Extracted material Block Start
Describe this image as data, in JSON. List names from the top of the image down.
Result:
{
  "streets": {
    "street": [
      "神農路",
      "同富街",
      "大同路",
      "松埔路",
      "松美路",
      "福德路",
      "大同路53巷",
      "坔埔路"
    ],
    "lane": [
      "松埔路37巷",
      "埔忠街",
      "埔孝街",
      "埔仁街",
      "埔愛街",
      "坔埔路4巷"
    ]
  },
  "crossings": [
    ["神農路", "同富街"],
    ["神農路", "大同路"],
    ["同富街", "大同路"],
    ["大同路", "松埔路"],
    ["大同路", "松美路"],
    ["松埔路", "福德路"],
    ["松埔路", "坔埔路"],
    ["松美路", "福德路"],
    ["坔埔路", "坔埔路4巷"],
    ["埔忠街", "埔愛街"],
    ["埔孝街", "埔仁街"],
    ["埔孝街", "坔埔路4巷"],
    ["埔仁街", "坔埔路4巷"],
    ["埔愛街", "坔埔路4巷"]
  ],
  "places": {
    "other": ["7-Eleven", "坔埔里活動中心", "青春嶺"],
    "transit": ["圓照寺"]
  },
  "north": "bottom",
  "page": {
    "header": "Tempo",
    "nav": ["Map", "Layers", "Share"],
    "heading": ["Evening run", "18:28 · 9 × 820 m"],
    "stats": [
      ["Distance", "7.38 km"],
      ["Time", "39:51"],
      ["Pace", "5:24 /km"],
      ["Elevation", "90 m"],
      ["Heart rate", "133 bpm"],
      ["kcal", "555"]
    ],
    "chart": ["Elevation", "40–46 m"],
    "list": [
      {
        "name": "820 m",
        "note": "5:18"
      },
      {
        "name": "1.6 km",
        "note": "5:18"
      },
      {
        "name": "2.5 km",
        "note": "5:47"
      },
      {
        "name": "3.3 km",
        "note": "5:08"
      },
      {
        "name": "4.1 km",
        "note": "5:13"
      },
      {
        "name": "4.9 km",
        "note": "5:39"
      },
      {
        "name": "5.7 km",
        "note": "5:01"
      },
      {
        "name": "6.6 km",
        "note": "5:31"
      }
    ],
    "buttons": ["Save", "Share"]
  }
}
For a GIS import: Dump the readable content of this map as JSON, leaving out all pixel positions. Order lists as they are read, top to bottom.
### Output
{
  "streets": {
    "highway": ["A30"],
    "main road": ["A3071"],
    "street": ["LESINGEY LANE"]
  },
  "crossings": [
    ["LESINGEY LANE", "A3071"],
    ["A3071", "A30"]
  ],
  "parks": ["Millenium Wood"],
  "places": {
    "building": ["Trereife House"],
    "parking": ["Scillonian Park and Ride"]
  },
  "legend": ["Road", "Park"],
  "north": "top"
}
Extracted material Block End
◆ **Your goal**
Recreate the full listing above precisely.

◆ **Result**
Describe this image as data, in JSON. List names from the top of the image down.
Result:
{
  "streets": {
    "street": [
      "神農路",
      "同富街",
      "大同路",
      "松埔路",
      "松美路",
      "福德路",
      "大同路53巷",
      "坔埔路"
    ],
    "lane": [
      "松埔路37巷",
      "埔忠街",
      "埔孝街",
      "埔仁街",
      "埔愛街",
      "坔埔路4巷"
    ]
  },
  "crossings": [
    ["神農路", "同富街"],
    ["神農路", "大同路"],
    ["同富街", "大同路"],
    ["大同路", "松埔路"],
    ["大同路", "松美路"],
    ["松埔路", "福德路"],
    ["松埔路", "坔埔路"],
    ["松美路", "福德路"],
    ["坔埔路", "坔埔路4巷"],
    ["埔忠街", "埔愛街"],
    ["埔孝街", "埔仁街"],
    ["埔孝街", "坔埔路4巷"],
    ["埔仁街", "坔埔路4巷"],
    ["埔愛街", "坔埔路4巷"]
  ],
  "places": {
    "other": ["7-Eleven", "坔埔里活動中心", "青春嶺"],
    "transit": ["圓照寺"]
  },
  "north": "bottom",
  "page": {
    "header": "Tempo",
    "nav": ["Map", "Layers", "Share"],
    "heading": ["Evening run", "18:28 · 9 × 820 m"],
    "stats": [
      ["Distance", "7.38 km"],
      ["Time", "39:51"],
      ["Pace", "5:24 /km"],
      ["Elevation", "90 m"],
      ["Heart rate", "133 bpm"],
      ["kcal", "555"]
    ],
    "chart": ["Elevation", "40–46 m"],
    "list": [
      {
        "name": "820 m",
        "note": "5:18"
      },
      {
        "name": "1.6 km",
        "note": "5:18"
      },
      {
        "name": "2.5 km",
        "note": "5:47"
      },
      {
        "name": "3.3 km",
        "note": "5:08"
      },
      {
        "name": "4.1 km",
        "note": "5:13"
      },
      {
        "name": "4.9 km",
        "note": "5:39"
      },
      {
        "name": "5.7 km",
        "note": "5:01"
      },
      {
        "name": "6.6 km",
        "note": "5:31"
      }
    ],
    "buttons": ["Save", "Share"]
  }
}
For a GIS import: Dump the readable content of this map as JSON, leaving out all pixel positions. Order lists as they are read, top to bottom.
### Output
{
  "streets": {
    "highway": ["A30"],
    "main road": ["A3071"],
    "street": ["LESINGEY LANE"]
  },
  "crossings": [
    ["LESINGEY LANE", "A3071"],
    ["A3071", "A30"]
  ],
  "parks": ["Millenium Wood"],
  "places": {
    "building": ["Trereife House"],
    "parking": ["Scillonian Park and Ride"]
  },
  "legend": ["Road", "Park"],
  "north": "top"
}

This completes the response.